### What needs to be done
With the pictures removed, the data below must be transcribed in full and exactly.

"""

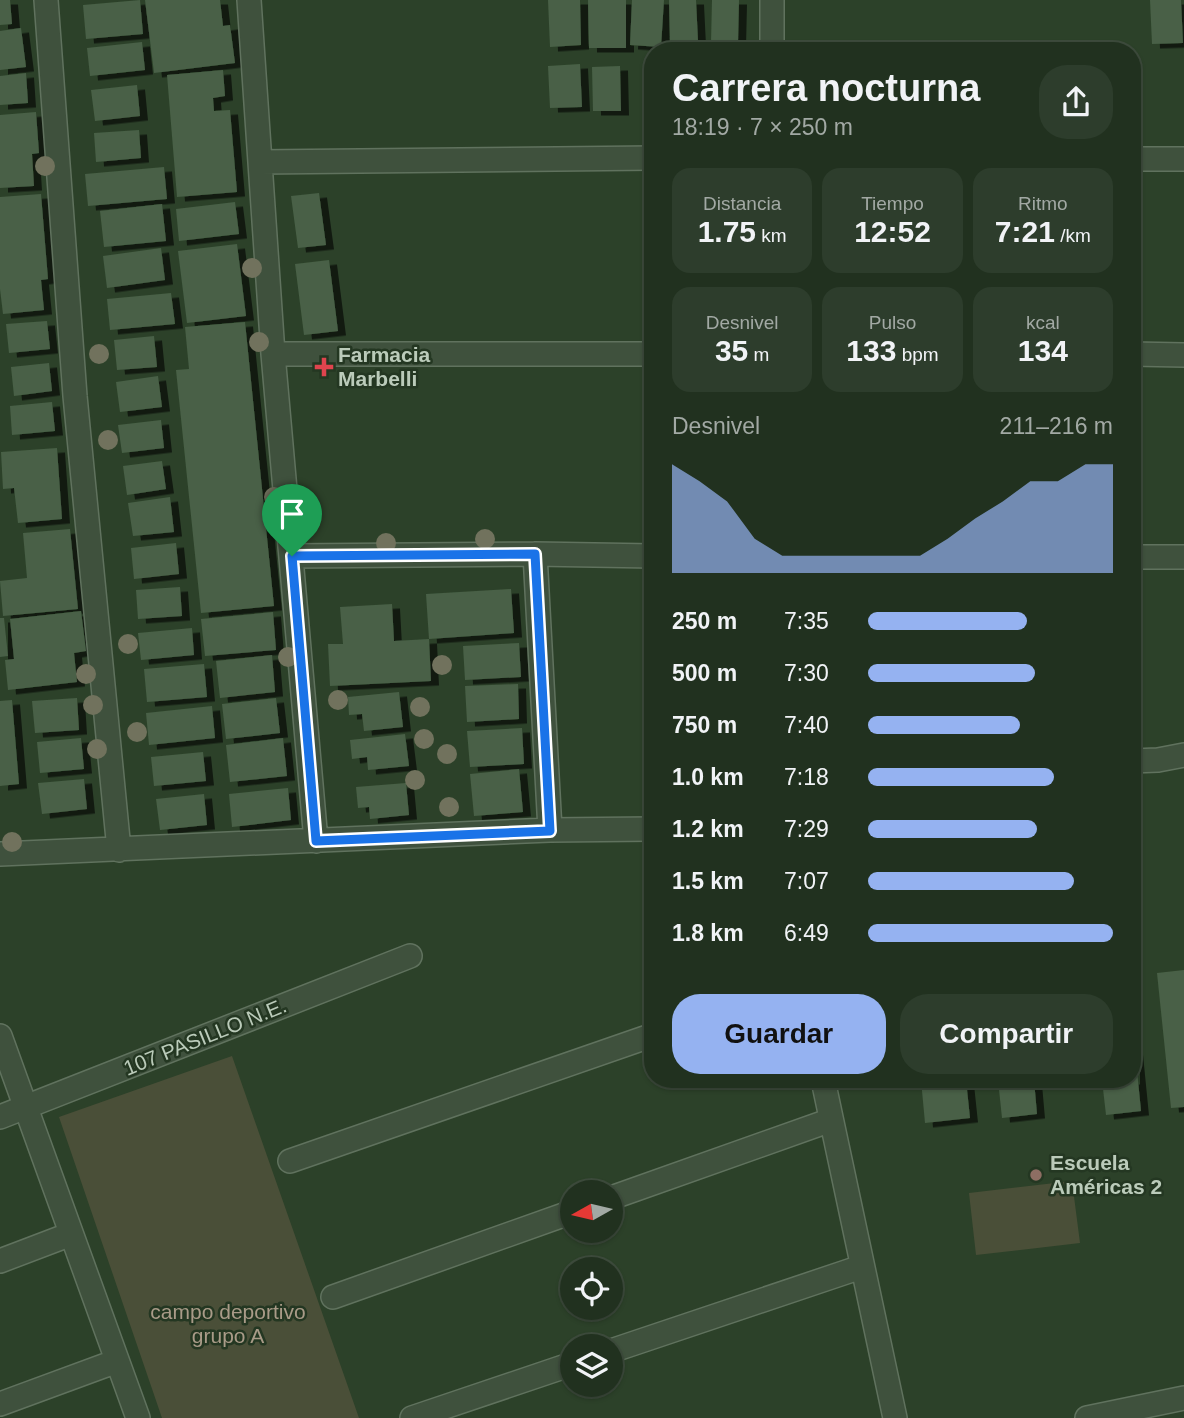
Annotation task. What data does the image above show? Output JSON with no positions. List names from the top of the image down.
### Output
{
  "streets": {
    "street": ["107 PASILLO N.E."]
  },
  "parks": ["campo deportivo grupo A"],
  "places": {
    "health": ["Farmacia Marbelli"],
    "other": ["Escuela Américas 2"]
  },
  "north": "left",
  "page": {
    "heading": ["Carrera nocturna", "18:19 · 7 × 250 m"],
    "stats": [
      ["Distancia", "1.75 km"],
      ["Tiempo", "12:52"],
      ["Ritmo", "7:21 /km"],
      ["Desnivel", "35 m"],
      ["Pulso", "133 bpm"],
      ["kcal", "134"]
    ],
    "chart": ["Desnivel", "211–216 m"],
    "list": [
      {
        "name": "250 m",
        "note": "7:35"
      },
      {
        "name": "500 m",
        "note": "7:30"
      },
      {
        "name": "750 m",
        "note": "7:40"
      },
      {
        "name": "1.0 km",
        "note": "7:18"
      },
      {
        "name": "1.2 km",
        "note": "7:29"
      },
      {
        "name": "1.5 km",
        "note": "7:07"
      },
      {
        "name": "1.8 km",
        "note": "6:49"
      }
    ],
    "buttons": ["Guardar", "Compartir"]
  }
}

"""

### Exercise solution
Annotation task. What data does the image above show? Output JSON with no positions. List names from the top of the image down.
### Output
{
  "streets": {
    "street": ["107 PASILLO N.E."]
  },
  "parks": ["campo deportivo grupo A"],
  "places": {
    "health": ["Farmacia Marbelli"],
    "other": ["Escuela Américas 2"]
  },
  "north": "left",
  "page": {
    "heading": ["Carrera nocturna", "18:19 · 7 × 250 m"],
    "stats": [
      ["Distancia", "1.75 km"],
      ["Tiempo", "12:52"],
      ["Ritmo", "7:21 /km"],
      ["Desnivel", "35 m"],
      ["Pulso", "133 bpm"],
      ["kcal", "134"]
    ],
    "chart": ["Desnivel", "211–216 m"],
    "list": [
      {
        "name": "250 m",
        "note": "7:35"
      },
      {
        "name": "500 m",
        "note": "7:30"
      },
      {
        "name": "750 m",
        "note": "7:40"
      },
      {
        "name": "1.0 km",
        "note": "7:18"
      },
      {
        "name": "1.2 km",
        "note": "7:29"
      },
      {
        "name": "1.5 km",
        "note": "7:07"
      },
      {
        "name": "1.8 km",
        "note": "6:49"
      }
    ],
    "buttons": ["Guardar", "Compartir"]
  }
}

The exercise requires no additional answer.